_Goal of the exercise_
Nothing beyond the line containing "flex:none; width:38px; height:38px;" is to be printed; print exactly each line from the start of the records below through that line, leaving out pictures.

(Stored records)
━━━━━━━━━━━━━━━━━━━━

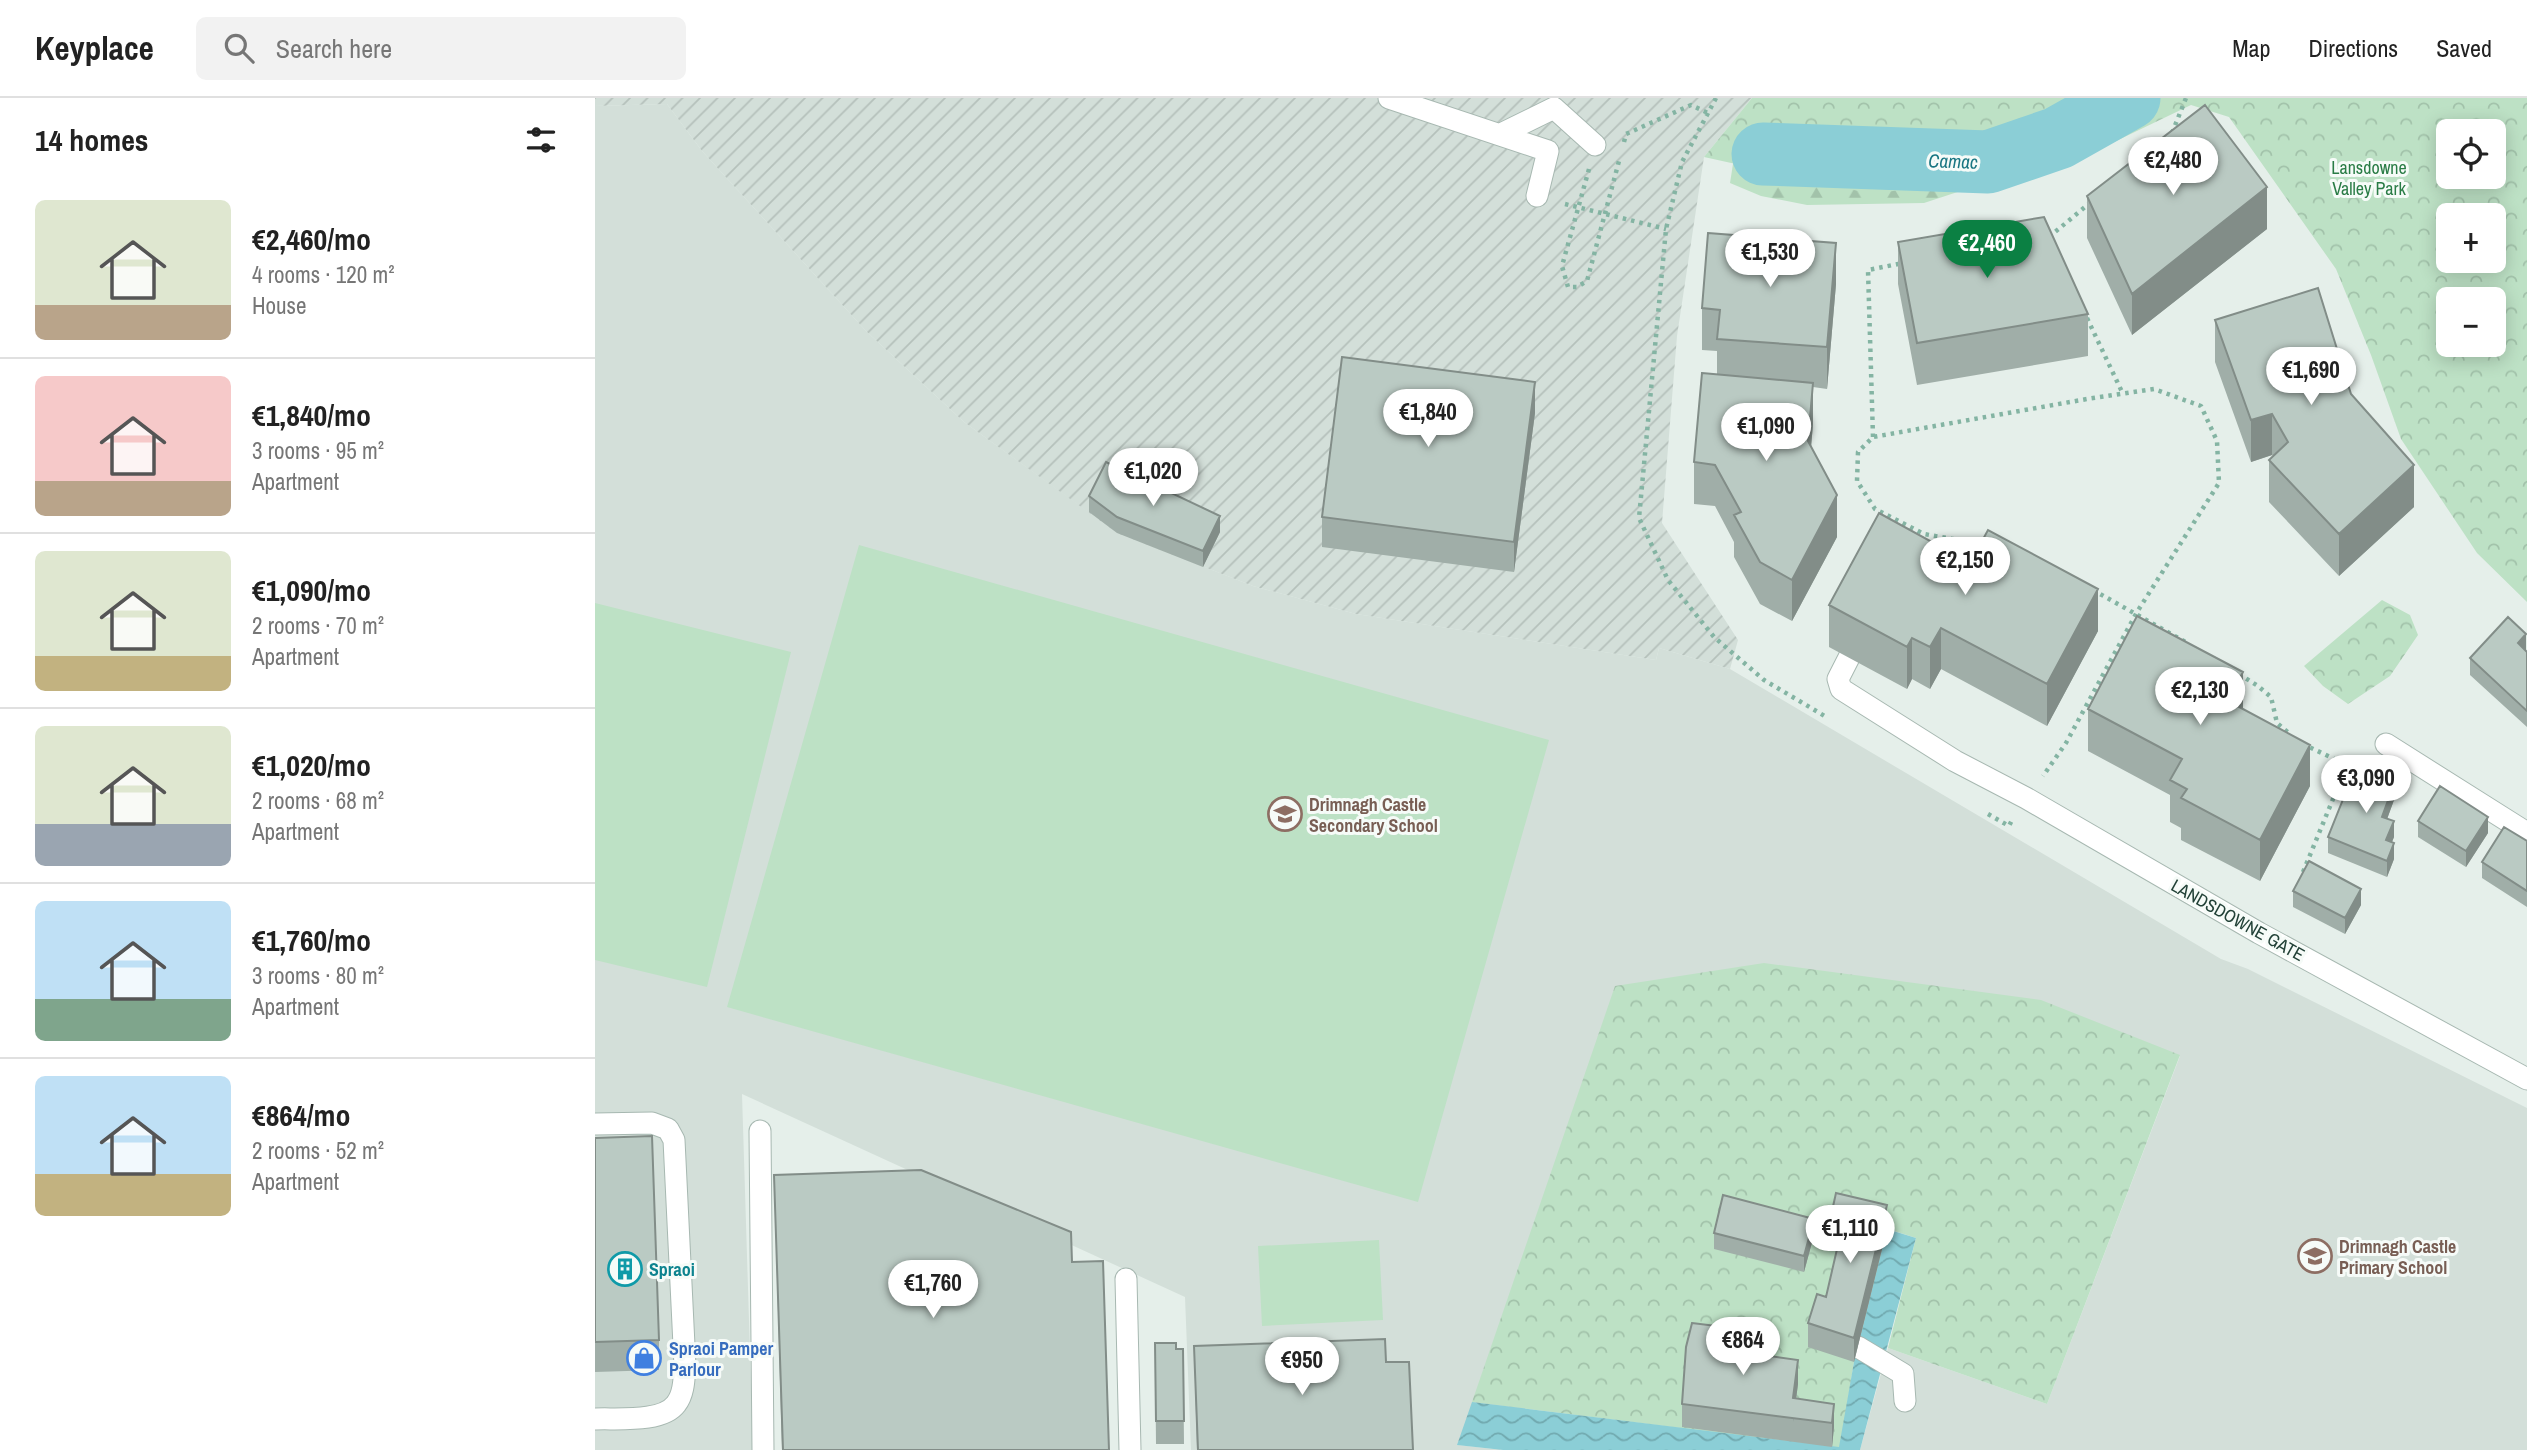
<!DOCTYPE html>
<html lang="en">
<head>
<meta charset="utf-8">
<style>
  body { margin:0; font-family:"Archivo Narrow",sans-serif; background:#f2f2f2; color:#222; height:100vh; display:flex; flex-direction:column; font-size:26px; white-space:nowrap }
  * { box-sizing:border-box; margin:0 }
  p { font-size:23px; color:#767676 }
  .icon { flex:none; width:38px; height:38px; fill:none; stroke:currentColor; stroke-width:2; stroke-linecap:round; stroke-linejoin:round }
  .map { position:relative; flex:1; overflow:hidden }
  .drawer { display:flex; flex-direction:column; background:#fff; width:595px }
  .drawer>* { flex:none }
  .buttons { position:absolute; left:1841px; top:21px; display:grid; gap:14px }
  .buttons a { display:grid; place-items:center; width:70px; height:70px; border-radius:10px; background:#fff; box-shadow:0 4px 18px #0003; font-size:35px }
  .price { position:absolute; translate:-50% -60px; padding:0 16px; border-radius:24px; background:#fff; color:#222; font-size:23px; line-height:46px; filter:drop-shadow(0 2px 4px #0008) }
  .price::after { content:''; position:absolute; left:50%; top:42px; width:21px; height:16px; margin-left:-10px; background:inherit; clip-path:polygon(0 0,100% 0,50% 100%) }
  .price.current { background:#0b8043; color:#fff }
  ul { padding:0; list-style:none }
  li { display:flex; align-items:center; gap:21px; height:175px; padding:0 35px }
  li+li { border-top:2px solid #e0e0e0 }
  li span { display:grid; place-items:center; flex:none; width:196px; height:140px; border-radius:10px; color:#555 }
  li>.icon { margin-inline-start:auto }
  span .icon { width:84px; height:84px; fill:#fffc; stroke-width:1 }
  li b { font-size:30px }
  h2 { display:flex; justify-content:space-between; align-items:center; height:84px; padding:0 35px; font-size:30px }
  header { display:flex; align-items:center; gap:42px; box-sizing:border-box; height:98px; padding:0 35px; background:#fff; border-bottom:2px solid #e0e0e0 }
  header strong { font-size:33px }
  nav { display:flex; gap:38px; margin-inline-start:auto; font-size:24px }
  .search { width:490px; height:63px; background:#f2f2f2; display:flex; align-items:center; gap:18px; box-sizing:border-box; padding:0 24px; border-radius:10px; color:#767676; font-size:26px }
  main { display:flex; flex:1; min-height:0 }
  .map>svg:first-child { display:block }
  .built { fill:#d3dfd9 }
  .industrial { fill:url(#industrial-furrows) }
  .green { fill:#bde1c5 }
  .forest { fill:url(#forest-firs) }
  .park { fill:url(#park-crowns); fill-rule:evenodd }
  .water { fill:url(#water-waves) }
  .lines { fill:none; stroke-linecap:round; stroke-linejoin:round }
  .river { stroke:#8bced6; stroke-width:63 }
  .minor-casing { stroke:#a7b8b1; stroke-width:23 }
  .path { stroke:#84b4a3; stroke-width:4.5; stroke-dasharray:3.5 5; stroke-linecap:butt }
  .minor { stroke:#fff; stroke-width:21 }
  .wall { fill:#a0aea8 }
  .shaded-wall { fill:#828d88 }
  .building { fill:#bacac3; stroke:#828d88; stroke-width:2 }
  .labels { text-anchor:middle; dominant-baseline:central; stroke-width:6; stroke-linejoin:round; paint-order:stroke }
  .park-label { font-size:18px; fill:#2a7c46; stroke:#f6fbf8 }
  .education-label { font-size:18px; font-weight:bold; fill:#785e54; stroke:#f6fbf8; text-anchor:start }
  .street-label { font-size:18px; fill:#234238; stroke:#f6fbf8 }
  .culture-label { font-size:18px; font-weight:bold; fill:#0d838f; stroke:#f6fbf8; text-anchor:start }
  .shop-label { font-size:18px; font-weight:bold; fill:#366cbe; stroke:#f6fbf8; text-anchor:start }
  .water-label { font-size:19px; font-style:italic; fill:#197682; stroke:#f6fbf8 }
</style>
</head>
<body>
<header>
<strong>Keyplace</strong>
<div class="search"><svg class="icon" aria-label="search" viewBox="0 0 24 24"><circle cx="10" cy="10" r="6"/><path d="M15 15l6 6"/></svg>Search here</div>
<nav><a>Map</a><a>Directions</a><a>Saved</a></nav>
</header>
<main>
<section class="drawer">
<h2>14 homes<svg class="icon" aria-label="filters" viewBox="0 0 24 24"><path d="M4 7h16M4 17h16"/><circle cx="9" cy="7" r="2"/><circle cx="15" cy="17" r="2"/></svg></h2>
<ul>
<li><span style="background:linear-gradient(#dfe7d0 75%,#b9a48a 0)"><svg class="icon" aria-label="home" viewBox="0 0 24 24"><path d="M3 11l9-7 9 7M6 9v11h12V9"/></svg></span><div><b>€2,460/mo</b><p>4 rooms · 120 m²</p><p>House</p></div></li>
<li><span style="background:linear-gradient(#f6c9c9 75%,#b9a48a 0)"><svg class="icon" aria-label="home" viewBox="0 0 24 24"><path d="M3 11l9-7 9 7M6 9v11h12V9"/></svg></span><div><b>€1,840/mo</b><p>3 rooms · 95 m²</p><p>Apartment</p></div></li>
<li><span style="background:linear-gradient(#dfe7d0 75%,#c2b280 0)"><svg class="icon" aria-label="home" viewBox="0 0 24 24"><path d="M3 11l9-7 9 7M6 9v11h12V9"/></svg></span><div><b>€1,090/mo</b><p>2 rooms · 70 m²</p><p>Apartment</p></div></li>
<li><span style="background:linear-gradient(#dfe7d0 70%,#9aa5b1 0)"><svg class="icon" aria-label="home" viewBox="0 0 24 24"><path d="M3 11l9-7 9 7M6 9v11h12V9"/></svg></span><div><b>€1,020/mo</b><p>2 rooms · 68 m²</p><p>Apartment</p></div></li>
<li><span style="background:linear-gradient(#bfe0f5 70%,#7fa58c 0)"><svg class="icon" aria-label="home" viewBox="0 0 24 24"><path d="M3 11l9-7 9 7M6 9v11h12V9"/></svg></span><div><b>€1,760/mo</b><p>3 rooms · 80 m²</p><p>Apartment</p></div></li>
<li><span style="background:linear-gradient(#bfe0f5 70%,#c2b280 0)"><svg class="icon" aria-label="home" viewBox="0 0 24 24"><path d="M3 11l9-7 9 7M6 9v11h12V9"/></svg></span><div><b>€864/mo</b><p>2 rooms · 52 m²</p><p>Apartment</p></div></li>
</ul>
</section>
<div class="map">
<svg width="1932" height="1352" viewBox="0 0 1932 1352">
  <defs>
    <pattern id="industrial-furrows" width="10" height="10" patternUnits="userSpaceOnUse" patternTransform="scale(1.75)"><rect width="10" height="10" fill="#d3dfd9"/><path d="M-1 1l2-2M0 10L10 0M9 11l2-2" fill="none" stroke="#b5c1bb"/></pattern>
    <pattern id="forest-firs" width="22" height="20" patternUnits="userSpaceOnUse" patternTransform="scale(1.75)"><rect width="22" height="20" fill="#bde1c5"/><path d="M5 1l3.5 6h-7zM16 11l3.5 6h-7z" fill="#a2c2aa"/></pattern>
    <pattern id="park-crowns" width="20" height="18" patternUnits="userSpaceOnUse" patternTransform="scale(1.75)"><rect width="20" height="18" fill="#bde1c5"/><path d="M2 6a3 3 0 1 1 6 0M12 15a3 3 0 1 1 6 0" fill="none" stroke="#a2c2aa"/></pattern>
    <pattern id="water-waves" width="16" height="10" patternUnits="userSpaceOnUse" patternTransform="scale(1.75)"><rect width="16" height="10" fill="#8bced6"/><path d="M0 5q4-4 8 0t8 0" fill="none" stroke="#71a9af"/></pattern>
  </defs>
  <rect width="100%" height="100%" fill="#e5efea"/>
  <path class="built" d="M72 6 107 53 271 233 369 324 523 435 658 488 761 516 1061 562 1064 550 1135 571 1626 861 1653 871 1932 1010V1352H1265L1293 1250 1452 1306 1585 958 863 1347 908 1352H596L590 1199 147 996 158 1352H0V8Z"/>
  <path class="industrial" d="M0 0H1157L1109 59 1082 238 1067 425 1143 542 1135 571 1064 550 1061 562 761 516 658 488 522 435 369 324 271 233 107 53 72 6 0 8Z"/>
  <path class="green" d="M264 447 954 642 823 1104 132 909Z
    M0 505 196 554 112 889 0 862Z
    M784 1142 788 1222 667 1228 663 1148Z"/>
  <path class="forest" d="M1163 37 1430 58 1390 85 1329 105 1212 107 1166 98 1135 85 1138 66Z"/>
  <path class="park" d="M1157 0H1932V504L1882 455 1806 341 1776 257 1741 171 1634 19 1596 7 1467 69 1277 96 1109 59ZM1853 33H1899V79H1853ZM1853 117H1899V163H1853ZM1853 201H1899V247H1853Z
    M1787 502 1815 517 1823 537 1795 578 1753 606 1728 588 1709 568Z
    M1169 865 1446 902 1585 957 1452 1306 1293 1250 1321 1140 1293 1131 1259 1264 1245 1350 877 1304 1020 888Z"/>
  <path class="water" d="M1292 1131 1321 1140 1265 1352H908L862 1347 877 1304 1244 1349 1259 1264Z"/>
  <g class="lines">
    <path class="river" d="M1168 56 1393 64 1463 40 1534 0"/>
    <g class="minor-casing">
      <path id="minor" d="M794 0 953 53 942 98
        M906 36 959 10 1000 47
        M1267 534 1243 581 1246 591 1360 663 1431 700 1664 835 1932 981
        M1791 646 1932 735
        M0 1026 57 1025 73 1031 79 1042 90 1268C89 1281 89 1296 81 1306 67 1325 22 1320 0 1321
        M165 1033 168 1352
        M531 1181 535 1352
        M1263 1249 1308 1276 1310 1303"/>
    </g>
    <path class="path" d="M1121 0 1087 64 1071 131 1044 420 1073 482 1119 539 1169 582 1233 620
      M1577 35 1591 0
      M1029 44 1031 36 1096 7 1113 15
      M994 71 967 168 973 189H982L992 183 1024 63
      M970 106 1071 131
      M1454 139 1496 104
      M1492 220 1528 296
      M1278 339 1273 172 1308 165
      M1393 442H1363L1329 436 1280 411 1262 383 1263 354 1278 339 1492 301 1559 291 1606 308 1622 343 1624 385 1542 514 1471 645 1448 678
      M1498 492 1594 546
      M1644 576 1663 588 1676 599 1682 625 1696 637
      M1393 716 1414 728 1417 722
      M1708 774 1752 667 1712 648"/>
    <use href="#minor" class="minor"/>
  </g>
  <path class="wall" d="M1492 98 1672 131 1537 237 1492 140Z
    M1303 144 1493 216V258L1322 287 1303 186Z
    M1241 186 1232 291 1218 289V326L1216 349 1242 439 1197 523 1165 506 1139 459V444L1120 408 1099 406V364L1122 276V253L1107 252V210Z
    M1620 222 1756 296 1819 409 1744 478 1674 404V362L1678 358 1677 357 1656 364 1620 264Z
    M940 315 919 474 727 449V419Z
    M494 398 625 434 608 469 522 435 494 414Z
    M1234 507 1503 533 1452 628 1346 571 1335 591 1317 581 1312 591 1234 549Z
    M1931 553 1932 554V629L1875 577V560Z
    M1493 611H1648L1715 688 1665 783 1586 742V730L1575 724V697L1493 653Z
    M1803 691 1792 721 1799 739 1797 744 1799 761 1792 779 1733 755V739Z
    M1823 723 1893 735 1871 769 1823 739Z
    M1932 743V809L1887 780V764Z
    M1698 793 1766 807 1750 836 1698 809Z
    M0 1040 64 1242V1272L0 1274Z
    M179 1077 477 1164 514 1352H187Z
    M1235 1122 1292 1131 1259 1264 1213 1249V1225L1231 1199 1243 1147 1235 1146Z
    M1119 1135 1219 1137 1209 1174 1119 1151Z
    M560 1245 581 1251H588L589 1346H561Z
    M599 1248 791 1264 818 1352H602Z
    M1162 1257 1203 1286 1201 1301 1239 1306V1329L1237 1349 1087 1329V1306Z"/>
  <path class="shaded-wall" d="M1672 89V131L1537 237V196Z
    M1241 145V186L1232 291V249Z
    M940 284V315L919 474V444Z
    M1218 285V326L1213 384V343Z
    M1677 316V357L1656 364V322Z
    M1819 367V409L1744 478V436Z
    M1242 397V439L1197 523V482Z
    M625 418V434L608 469V453Z
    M1503 491V533L1452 628V586Z
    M1346 530V571L1335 591V549Z
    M1931 536V553L1923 545Z
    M1317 540V581L1312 591V549Z
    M1648 574V616L1633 603Z
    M1715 647V688L1665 783V742Z
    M1803 675V691L1787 735V719Z
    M1893 719V735L1871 769V753Z
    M1799 723V739L1791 758V742Z
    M1799 745V761L1792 779V763Z
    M1766 791V807L1750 836V820Z
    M1292 1107V1131L1259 1264V1240Z
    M1219 1121V1137L1209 1174V1158Z
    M1162 1233V1257L1160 1256Z
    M1203 1262V1286L1198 1324V1300Z
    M1239 1306V1329L1237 1349V1325Z"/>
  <path class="building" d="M1610 7 1672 89 1537 196 1492 98Z
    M1449 119 1493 216 1322 245 1303 144Z
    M1113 135 1241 145 1232 249 1122 241 1125 212 1107 210Z
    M1723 190 1756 296 1819 367 1744 436 1674 362 1693 344 1677 316 1656 322 1620 222Z
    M747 259 940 284 919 444 727 419Z
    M1107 275 1218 285 1213 343 1242 397 1197 482 1165 464 1139 417 1146 414 1120 367 1099 364Z
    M511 364 625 418 608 453 522 419 494 398Z
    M1284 415 1375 465 1393 432 1503 491 1452 586 1346 530 1335 549 1317 540 1312 549 1234 507Z
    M1542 518 1648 574 1633 603 1715 647 1665 742 1586 700 1592 691 1575 682 1587 661 1493 611Z
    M1913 519 1931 536 1923 545 1932 554V613L1875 560Z
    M1782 670 1803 675 1787 719 1799 723 1791 742 1799 745 1792 763 1733 739 1759 674 1779 682Z
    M1845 688 1893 719 1871 753 1823 723Z
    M1909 729 1932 743V793L1887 764Z
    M1714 763 1766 791 1750 820 1698 793Z
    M57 1038 64 1242 0 1244V1040Z
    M326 1072 476 1134 477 1164 508 1163 514 1352H188L179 1077Z
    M1241 1095 1292 1107 1259 1240 1213 1225 1222 1196 1231 1199 1248 1125 1235 1122Z
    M1128 1097 1219 1121 1209 1158 1119 1135Z
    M1097 1225 1162 1233 1160 1256 1203 1262 1198 1300 1239 1306 1237 1325 1087 1306 1091 1249Z
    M790 1241 791 1264H814L818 1352H603L599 1248Z
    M560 1245H581V1251H588L589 1323H561Z"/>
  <defs>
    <g id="school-ring" transform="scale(1.75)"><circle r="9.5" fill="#f6fbf8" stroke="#8d6e63" stroke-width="1.5"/><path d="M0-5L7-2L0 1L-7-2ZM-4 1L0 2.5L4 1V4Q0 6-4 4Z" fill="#8d6e63"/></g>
    <g id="building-ring" transform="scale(1.75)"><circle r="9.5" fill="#f6fbf8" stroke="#0f9aa8" stroke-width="1.5"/><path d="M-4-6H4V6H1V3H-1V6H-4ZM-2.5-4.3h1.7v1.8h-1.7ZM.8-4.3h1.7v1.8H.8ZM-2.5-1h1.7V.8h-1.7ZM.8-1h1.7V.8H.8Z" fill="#0f9aa8"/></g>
    <g id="shop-ring" transform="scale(1.75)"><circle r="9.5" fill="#f6fbf8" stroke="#3f7fe0" stroke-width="1.5"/><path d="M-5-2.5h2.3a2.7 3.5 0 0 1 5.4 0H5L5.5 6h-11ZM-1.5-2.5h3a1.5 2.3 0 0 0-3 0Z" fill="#3f7fe0"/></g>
  </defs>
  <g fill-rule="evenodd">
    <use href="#school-ring" x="690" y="716"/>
    <use href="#school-ring" x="1720" y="1158"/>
    <use href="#building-ring" x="30" y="1171"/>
    <use href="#shop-ring" x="49" y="1260"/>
  </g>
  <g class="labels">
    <g class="park-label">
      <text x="1774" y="69">Lansdowne<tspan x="1774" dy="21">Valley Park</tspan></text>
    </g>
    <g class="education-label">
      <text x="714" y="706">Drimnagh Castle<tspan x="714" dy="21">Secondary School</tspan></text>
      <text x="1744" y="1148">Drimnagh Castle<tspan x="1744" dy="21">Primary School</tspan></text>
    </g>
    <g class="street-label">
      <text transform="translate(1643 822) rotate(29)">LANDSDOWNE GATE</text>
    </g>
    <g class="culture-label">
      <text x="54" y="1171">Spraoi</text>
    </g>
    <g class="shop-label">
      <text x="74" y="1250">Spraoi Pamper<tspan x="74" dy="21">Parlour</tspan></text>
    </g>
    <g class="water-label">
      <text transform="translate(1358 63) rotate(2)">Camac</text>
    </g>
  </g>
</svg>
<div class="buttons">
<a><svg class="icon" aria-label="locate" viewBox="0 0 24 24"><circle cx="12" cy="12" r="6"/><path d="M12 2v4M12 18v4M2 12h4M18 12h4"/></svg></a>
<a>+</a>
<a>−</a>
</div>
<b class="price" style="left:1578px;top:99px">€2,480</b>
<b class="price current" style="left:1392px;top:182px">€2,460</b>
<b class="price" style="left:1175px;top:191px">€1,530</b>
<b class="price" style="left:1716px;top:309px">€1,690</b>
<b class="price" style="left:833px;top:351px">€1,840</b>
<b class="price" style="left:1171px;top:365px">€1,090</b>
<b class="price" style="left:558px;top:410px">€1,020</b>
<b class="price" style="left:1370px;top:499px">€2,150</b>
<b class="price" style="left:1605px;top:629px">€2,130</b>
<b class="price" style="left:1771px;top:717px">€3,090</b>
<b class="price" style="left:1255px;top:1167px">€1,110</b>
<b class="price" style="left:338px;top:1222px">€1,760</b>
<b class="price" style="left:1148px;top:1279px">€864</b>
<b class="price" style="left:707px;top:1299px">€950</b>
</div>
</main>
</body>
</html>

━━━━━━━━━━━━━━━━━━━━

_Answer section_
<!DOCTYPE html>
<html lang="en">
<head>
<meta charset="utf-8">
<style>
  body { margin:0; font-family:"Archivo Narrow",sans-serif; background:#f2f2f2; color:#222; height:100vh; display:flex; flex-direction:column; font-size:26px; white-space:nowrap }
  * { box-sizing:border-box; margin:0 }
  p { font-size:23px; color:#767676 }
  .icon { flex:none; width:38px; height:38px; fill:none; stroke:currentColor; stroke-width:2; stroke-linecap:round; stroke-linejoin:round }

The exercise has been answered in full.